The Lake County Head Start preschool program’s parent organization, Lake County Community Action Agency (LCAA), has witnessed first hand the growth in single parent homes and the effects it may or may not have on a child’s academic progress. LCAA was founded in 1966, when according to Women on the Edge, single parenthood homes were at approximately nine percent- compared to 30% in 2008.
SUPPORT SYSTEM IMPORTANCE
Sealy shared, “Any child who is nurtured and supported in a loving environment that is consistent with developmentally appropriate practices will learn and thrive. Now, this is possible in a single parent home, although it may be more difficult. It is important to weigh all the factors that can contribute to a child’s success whether or not they come from a single family home or not. A single parent who has a good support system with family and friends such as a grandmother, an uncle, or a neighbor will have alternate avenues to ensure that their child has the proper academic support for success.”

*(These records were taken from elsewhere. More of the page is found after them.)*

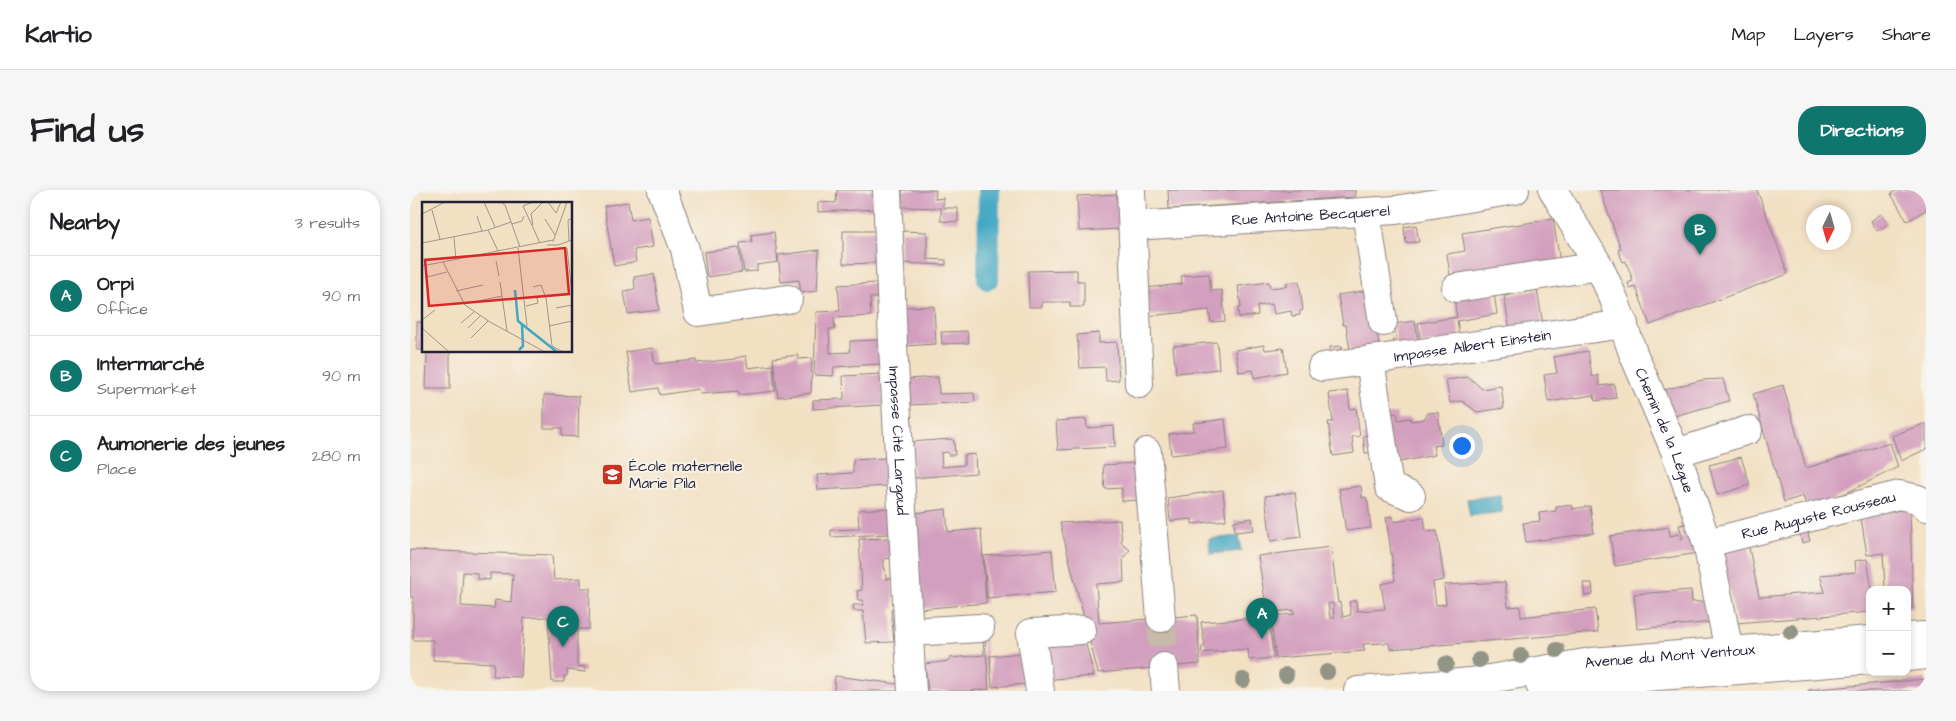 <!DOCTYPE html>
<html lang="en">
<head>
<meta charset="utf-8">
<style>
  :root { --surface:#fff; --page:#f6f6f6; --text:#202124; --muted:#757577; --line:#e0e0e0; --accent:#0f766e }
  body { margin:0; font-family:"Architects Daughter",sans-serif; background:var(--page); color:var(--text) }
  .controls { position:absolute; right:15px; bottom:15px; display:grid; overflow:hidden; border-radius:10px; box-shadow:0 2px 8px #0003 }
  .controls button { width:45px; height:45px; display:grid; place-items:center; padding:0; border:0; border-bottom:1px solid var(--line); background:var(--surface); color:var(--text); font:25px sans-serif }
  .compass { position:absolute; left:1396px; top:15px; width:45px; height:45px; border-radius:50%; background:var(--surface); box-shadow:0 2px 8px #0003; rotate:185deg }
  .you { position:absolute; left:1051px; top:255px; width:18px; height:18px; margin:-12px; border:4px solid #fff; border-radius:50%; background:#1a73e8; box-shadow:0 0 0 8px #1a73e833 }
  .badge { display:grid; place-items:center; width:32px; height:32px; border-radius:50%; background:var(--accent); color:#fff; font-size:16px; font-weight:700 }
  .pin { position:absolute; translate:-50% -41px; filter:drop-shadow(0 1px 2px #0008) }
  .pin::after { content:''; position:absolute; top:26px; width:18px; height:15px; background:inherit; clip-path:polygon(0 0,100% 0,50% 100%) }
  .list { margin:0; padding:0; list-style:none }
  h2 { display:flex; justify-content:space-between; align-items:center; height:65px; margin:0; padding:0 20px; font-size:21px }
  h2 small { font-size:16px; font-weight:400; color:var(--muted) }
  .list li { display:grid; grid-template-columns:32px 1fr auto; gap:15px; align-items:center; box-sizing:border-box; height:80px; padding:0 20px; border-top:1px solid var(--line) }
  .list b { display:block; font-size:19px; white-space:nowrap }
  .list p { margin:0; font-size:16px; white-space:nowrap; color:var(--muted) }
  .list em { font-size:16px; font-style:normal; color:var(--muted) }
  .map { position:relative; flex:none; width:1516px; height:501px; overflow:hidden; border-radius:20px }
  header { display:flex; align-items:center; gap:30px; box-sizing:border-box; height:70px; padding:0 25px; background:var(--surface); border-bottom:1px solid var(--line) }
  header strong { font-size:24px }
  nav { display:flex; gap:28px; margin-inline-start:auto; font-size:18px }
  .intro { display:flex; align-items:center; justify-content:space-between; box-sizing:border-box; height:120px; padding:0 30px }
  h1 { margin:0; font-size:35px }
  .button { padding:12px 22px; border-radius:20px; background:var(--accent); color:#fff; font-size:18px; font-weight:700 }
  main { display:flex; gap:30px; padding:0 30px }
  aside { flex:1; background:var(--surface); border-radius:20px; box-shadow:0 2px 8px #0003 }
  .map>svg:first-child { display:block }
  .water { fill:#43a7c3; stroke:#32647f }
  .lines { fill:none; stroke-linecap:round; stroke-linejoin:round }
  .canal { stroke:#43a7c3; stroke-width:22 }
  .building { fill:#d39fbe; fill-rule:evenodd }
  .minor-tunnel { stroke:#c8baa8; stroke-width:28; stroke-dasharray:28 14; stroke-linecap:butt }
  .minor-casing { stroke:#8a817f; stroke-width:30 }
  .major-casing { stroke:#8a817f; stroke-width:30 }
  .minor { stroke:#fff; stroke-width:28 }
  .major { stroke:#fff; stroke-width:28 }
  .tree { fill:#929586 }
  .labels { text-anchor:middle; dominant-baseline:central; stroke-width:4; stroke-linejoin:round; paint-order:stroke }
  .street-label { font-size:15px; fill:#22223b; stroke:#f7f3e8 }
  .poi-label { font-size:15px; fill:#22223b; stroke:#f7f3e8; text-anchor:start }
  .inset-river { fill:none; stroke:#43a7c3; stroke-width:2.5 }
  .inset-road { fill:none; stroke:#9f948d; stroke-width:1 }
  .view { fill:#d62828; fill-opacity:0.15; stroke:#d62828; stroke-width:2.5 }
  .inset-edge { fill:none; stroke:#22223b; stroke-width:2.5 }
</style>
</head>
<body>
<header>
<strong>Kartio</strong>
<nav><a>Map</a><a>Layers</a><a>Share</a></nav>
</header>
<div class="intro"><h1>Find us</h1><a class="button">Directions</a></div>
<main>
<aside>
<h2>Nearby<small>3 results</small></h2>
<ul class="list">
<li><span class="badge">A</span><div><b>Orpi</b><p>Office</p></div><em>90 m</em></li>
<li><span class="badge">B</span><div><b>Intermarché</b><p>Supermarket</p></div><em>90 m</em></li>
<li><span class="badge">C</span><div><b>Aumonerie des jeunes</b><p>Place</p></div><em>280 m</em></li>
</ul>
</aside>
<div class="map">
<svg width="1516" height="501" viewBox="0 0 1516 501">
  <rect width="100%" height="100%" fill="#f7f3e8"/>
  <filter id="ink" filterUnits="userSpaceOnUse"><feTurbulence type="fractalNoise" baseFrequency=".02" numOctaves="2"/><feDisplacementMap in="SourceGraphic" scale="10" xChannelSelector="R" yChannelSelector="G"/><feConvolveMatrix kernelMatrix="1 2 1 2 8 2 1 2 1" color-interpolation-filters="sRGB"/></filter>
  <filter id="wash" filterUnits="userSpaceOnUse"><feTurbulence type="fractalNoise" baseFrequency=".0096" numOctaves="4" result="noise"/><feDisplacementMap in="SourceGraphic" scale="20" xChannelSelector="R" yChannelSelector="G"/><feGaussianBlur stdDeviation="1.12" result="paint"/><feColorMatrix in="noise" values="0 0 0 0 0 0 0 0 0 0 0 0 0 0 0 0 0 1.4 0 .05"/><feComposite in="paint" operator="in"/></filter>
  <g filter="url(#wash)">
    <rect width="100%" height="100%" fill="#f2e0c3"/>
    <path class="water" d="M1090,305L1092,322L1060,326L1057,309Z
      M829,346L831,361L800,364L799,349Z"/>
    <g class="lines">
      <path class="canal" d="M578,89L579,0"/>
    </g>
    <g id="blocks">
      <path class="building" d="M427,0H466V19L408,22V12L426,13Z
        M492,0H526L525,9L533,8V18H548V32L531,31V18L492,17Z
        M758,0H945V7L759,19Z
        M1190,0H1347L1378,84L1240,135L1226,97L1220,99L1218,93L1223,91L1216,71L1213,72L1208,60L1211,59Z
        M1487,0H1515L1516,20L1497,31L1481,4Z
        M709,4L711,39L669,41L667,6Z
        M218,12L221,30L238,27L243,57L224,60L226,72L204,76L194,16Z
        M1471,24L1478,34L1467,41L1461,31Z
        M1143,29L1150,72L1058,86V82L1040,85L1037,64L1055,61L1052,43Z
        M1006,35L1009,52L996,53L994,37Z
        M433,41H466L465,73L433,74Z
        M491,41L517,42V69L536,70V75L491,73Z
        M364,42L368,72L347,75V81L334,82L330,53L342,52L341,45Z
        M329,58L332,82L297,87L294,62Z
        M409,60L407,101L391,103L389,90L371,92L368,65Z
        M667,80V91H674V117H660V112H632V117H619L618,81Z
        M244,84L249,120L218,124L214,101L225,99L224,87Z
        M799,84L801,101L812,100L815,131L801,132L799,120L737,126L735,98L772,94L771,86Z
        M889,91L893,120L890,121V125L882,126L881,121L864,124L862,114L847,116L848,125L829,128L828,118L831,117L828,96L859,92L860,98L877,96L876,93Z
        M466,93L467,108H460L461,126L424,128L425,139H419L420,163L440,162V151L470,150L471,174L424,177L423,186L404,185L406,122L430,121L428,95Z
        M960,100L970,161L941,165L936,135H933L928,105Z
        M1127,100L1133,134L1100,140L1094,106Z
        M1084,103L1087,124L1047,131L1050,148L1011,154L1008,133L1047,127L1044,109Z
        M524,116L526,154L495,156L493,117Z
        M1005,131L1009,155L985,158L983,150H986L984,134Z
        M7,132H14V160H7Z
        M557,141L559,153L532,154L531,142Z
        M689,143V153L707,152L709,190L696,191L695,177L670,178L667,145Z
        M807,152L809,179L766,183L763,156Z
        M854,155L855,160L873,158L877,182L844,188L843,180L829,182L825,160Z
        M932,156L933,168L921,169L920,157Z
        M242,158L245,174L286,170L287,173L325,169V168L336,166L338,178L363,175L365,201L329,205L328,201L290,204L289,199L250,205L248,198L222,202L216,162Z
        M17,161H40V199H16Z
        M1178,161L1182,187L1188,185L1190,196L1204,194L1206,208L1185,211L1184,205L1138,212L1134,185L1147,183L1144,167Z
        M388,165V169L402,168L401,203L368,207L363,168Z
        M471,184L473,215L403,219V210L434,209L433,186Z
        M528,187L529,204L564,203L565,212L498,215L497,189Z
        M1059,187L1072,199L1091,196L1094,218L1067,222L1052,211L1040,213L1036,190Z
        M1313,189L1319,211L1264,226L1254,200L1292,190Z
        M1373,195L1396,278L1480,253L1488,277L1410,316L1397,319L1393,306L1374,312L1343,204Z
        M938,201L940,219L946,218L950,246L942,247L944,263L923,266L918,232H923L919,203Z
        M134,205L169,206L168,247L152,246V238H134Z
        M1028,222L1032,255L1023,256L1025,265L979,274L972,225L987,223L988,230L1000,228L1001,231L1014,229L1018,223Z
        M676,229L677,238L704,236L705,257L648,260L646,231Z
        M815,229L818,259L761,265L759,244L784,241L783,233Z
        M1516,233V259L1491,271L1482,246Z
        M965,244L967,262L955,263L953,246Z
        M541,249L544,251L545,265H538V262L531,263L532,277L554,275V265L565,264L566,283L503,288L501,252Z
        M1331,267L1340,295L1307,305L1299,275Z
        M476,268L478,296L408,300L407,285L443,283V270Z
        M725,273L731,310L712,311V298L695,299L693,275Z
        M951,296L952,308L956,307L958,313L961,338L936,341L929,299Z
        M813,300L816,330L782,334V329L760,331L758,308Z
        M885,302L891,347L861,351L855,306Z
        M1162,315L1163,319L1180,316L1184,343L1116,352L1113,333L1130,331L1129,323L1146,321V317Z
        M479,318L480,344L421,347V340L449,339L448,320Z
        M1500,318L1503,418L1497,419V400H1465L1475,398L1473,363L1457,365L1451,328Z
        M536,319L538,342L571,339L576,413L509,419L505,323Z
        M983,326L984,332L1014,327L1016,342L1027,341L1034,390L1023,392L1026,415L1036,414L1034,395L1095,392L1098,417L1110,416L1111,427L1185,419L1188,442L980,459L979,453L953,454L955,461L866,468L860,426L884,424V420L857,423L848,366L921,357L928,413L930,412L933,427L941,425L939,412L942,411H946L947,421L975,419L971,394L985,391L976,327ZM923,413L924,428H920L918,414Z
        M842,328L844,340L825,342L824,331Z
        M710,330L712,354L720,360L713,368L714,392L686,394L689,433L787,425L790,474L688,483L650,333Z
        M1278,334L1288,363L1205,376L1200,346L1259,337L1260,346L1269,344L1270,349L1273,348L1269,335Z
        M1397,340L1400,351L1392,353L1389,341Z
        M480,348L482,368L474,369V378H475L476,389L482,388L484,419H481L484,452L456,453L453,421H444L443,415H453V410H448L447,401L452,400L449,349Z
        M1338,353L1349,407L1415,402L1410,385L1446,382L1445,371L1457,369L1462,400H1460V422L1326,433L1311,358Z
        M0,360L142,365L144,390L171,388V398H180L179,439H167V476L175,477V482L157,480V486H154V492H142L138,427L114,428L111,487L83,486L84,473L23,470V450H3V407H0ZM53,382L67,383V389L80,390V383L103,384L101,412L85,410L84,418L51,416Z
        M642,360L646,402L577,408L574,366Z
        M1173,393H1182L1183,405L1175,406Z
        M1281,400L1282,412L1299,411L1304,432L1227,439L1224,404Z
        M858,427L864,468L839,470L838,459L791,463L792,457L795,456L791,432Z
        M573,449H575L579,499L558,501H518L515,474L540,471V468L574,465Z
        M675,451L684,486L632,490L629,455Z
        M612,463L615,494L582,497L580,466Z
        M425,486L488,494V501H424Z
        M1516,489V501H1398V500Z"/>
    </g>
  </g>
  <g filter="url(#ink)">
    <use href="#blocks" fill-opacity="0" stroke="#8a817f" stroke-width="1"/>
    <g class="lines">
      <path class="minor-tunnel" d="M751,428L754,477"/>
      <defs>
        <g id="minor">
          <path d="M252,0L275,59L288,122L378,109"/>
          <path id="s1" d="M477,0L483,155L502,501"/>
          <path d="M721,0L729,194"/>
          <path id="s2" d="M1143,0L1189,76L1204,109L1223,163L1266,263L1297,353L1319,461L1340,473"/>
          <path d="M956,22L973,132"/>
          <path id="s3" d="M723,36L986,20L1105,0"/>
          <path d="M1046,98L1189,76"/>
          <path d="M960,170L979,297L1001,306"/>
          <path id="s4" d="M912,177L1214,134"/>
          <path d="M737,262L751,428"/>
          <path d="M1266,263L1338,240"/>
          <path id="s5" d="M1297,353L1489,305L1508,309L1516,317"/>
          <path d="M499,442L570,438"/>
          <path d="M754,477L756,501"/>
          <path d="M630,501L621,443L672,440"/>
        </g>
        <g id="major">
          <path d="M1497,447L1516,446"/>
          <path d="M1497,467L1516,465"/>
          <path d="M1130,495L1460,470"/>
          <path id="s6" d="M948,501L1061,492L1181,472L1460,450"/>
        </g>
      </defs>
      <use href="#minor" class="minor-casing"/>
      <use href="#major" class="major-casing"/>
      <use href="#minor" class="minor"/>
      <use href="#major" class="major"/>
    </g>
    <g class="tree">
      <circle cx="1381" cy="442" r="8"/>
      <circle cx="1147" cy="460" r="8"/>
      <circle cx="1111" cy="466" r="8"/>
      <circle cx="1069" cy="470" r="8"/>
      <circle cx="1036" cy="474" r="8"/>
      <circle cx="917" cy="482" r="8"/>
      <circle cx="876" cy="485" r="8"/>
      <circle cx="833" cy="490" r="8"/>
    </g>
  </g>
  <defs>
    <symbol id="school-square" viewBox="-11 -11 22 22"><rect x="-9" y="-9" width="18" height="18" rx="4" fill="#c8321e" stroke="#f7f3e8"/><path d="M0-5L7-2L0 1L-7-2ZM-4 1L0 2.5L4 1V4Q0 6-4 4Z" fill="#fff"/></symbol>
  </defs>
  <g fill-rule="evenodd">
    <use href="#school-square" x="190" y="272" width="25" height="25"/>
  </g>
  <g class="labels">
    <g class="street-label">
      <text stroke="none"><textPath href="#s3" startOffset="178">Rue Antoine Becquerel</textPath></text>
      <text stroke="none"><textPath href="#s4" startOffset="152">Impasse Albert Einstein</textPath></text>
      <text stroke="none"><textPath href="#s2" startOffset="266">Chemin de la Lègue</textPath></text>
      <text stroke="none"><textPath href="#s1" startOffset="251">Impasse Cité Largaud</textPath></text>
      <text stroke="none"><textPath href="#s5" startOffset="115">Rue Auguste Rousseau</textPath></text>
      <text stroke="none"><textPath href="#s6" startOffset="314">Avenue du Mont Ventoux</textPath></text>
    </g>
    <g class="poi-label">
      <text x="219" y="276">École maternelle<tspan x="219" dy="17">Marie Pila</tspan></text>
    </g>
  </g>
  <g transform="translate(12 12)">
    <rect width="150" height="150" fill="#f2e0c3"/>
    <path class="inset-river" d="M93,88L96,119L135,150M97,148L101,144L100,123"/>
    <path class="inset-road" d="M62,0L73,25M79,0L83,3L98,45M111,0L101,4L118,41M126,0L134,11L139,0M10,8L18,37M0,12L23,0M55,14L60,29M123,17L133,33M90,22L100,19L102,14M111,23L109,12L121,0M66,28L76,49M32,35L34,58M147,39L146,18L150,17M131,40L145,0M0,41L66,28L89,20M125,43H136L150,38M96,46L105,124M145,46L150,93M3,59L5,75M74,59L77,74M21,60L43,103L68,120L123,150M0,64L131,38M5,75L25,70M78,80L85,129M111,85L119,83L124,96L130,144L141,150M34,89L61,83M42,102L80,94M104,104L116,101L115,96L112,95M134,106L150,103M0,118L13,108M39,121L52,110M127,124L150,119M0,126L27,150M46,126L58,114M49,136L66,119"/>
    <path class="view" d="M143,46L147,92L7,104L3,58Z"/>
    <rect width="150" height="150" class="inset-edge"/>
  </g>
</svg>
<div class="controls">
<button>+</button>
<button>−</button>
</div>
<svg class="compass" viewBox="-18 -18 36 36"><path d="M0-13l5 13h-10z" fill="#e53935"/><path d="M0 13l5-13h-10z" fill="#757577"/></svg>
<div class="you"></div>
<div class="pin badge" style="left:852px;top:449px">A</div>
<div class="pin badge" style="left:1290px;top:65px">B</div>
<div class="pin badge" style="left:153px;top:457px">C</div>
</div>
</main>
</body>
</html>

“On the other hand, some single-family homes with little to no support may struggle with balancing work and home responsibilities. This imbalance may result in insufficient time with children to support them emotionally and academically. A simple task such as reading for 15 minutes to your child every night may seem like an insurmountable task to a single parent who works and has not support systems in place. In this case, a child may seek attention-getting methods in order to warrant more time with their parent. These methods may be overachieving, underachieving, and/or developing areas of concern related to socially acceptable behavior.”
THE KEY TO SUCCESS
While many are critical about the long term effects on a child’s socio-emotional development Sealy believes there are many factors to take into consideration- including a child’s temperament, the severity of the situation, the longevity of the situation, and the family’s ability to make changes in a timely manner. As Sealy pointed out, “ Either way, providing consistent loving support to a child is the best way to ensure their socio-emotional and academic success. Research suggests that children at risk can thrive and exceed expectations of mediocrity when receiving ample and consistent support. They can break through the boundaries of socio-emotional handicaps, and become leaders, mentors and positive role models.”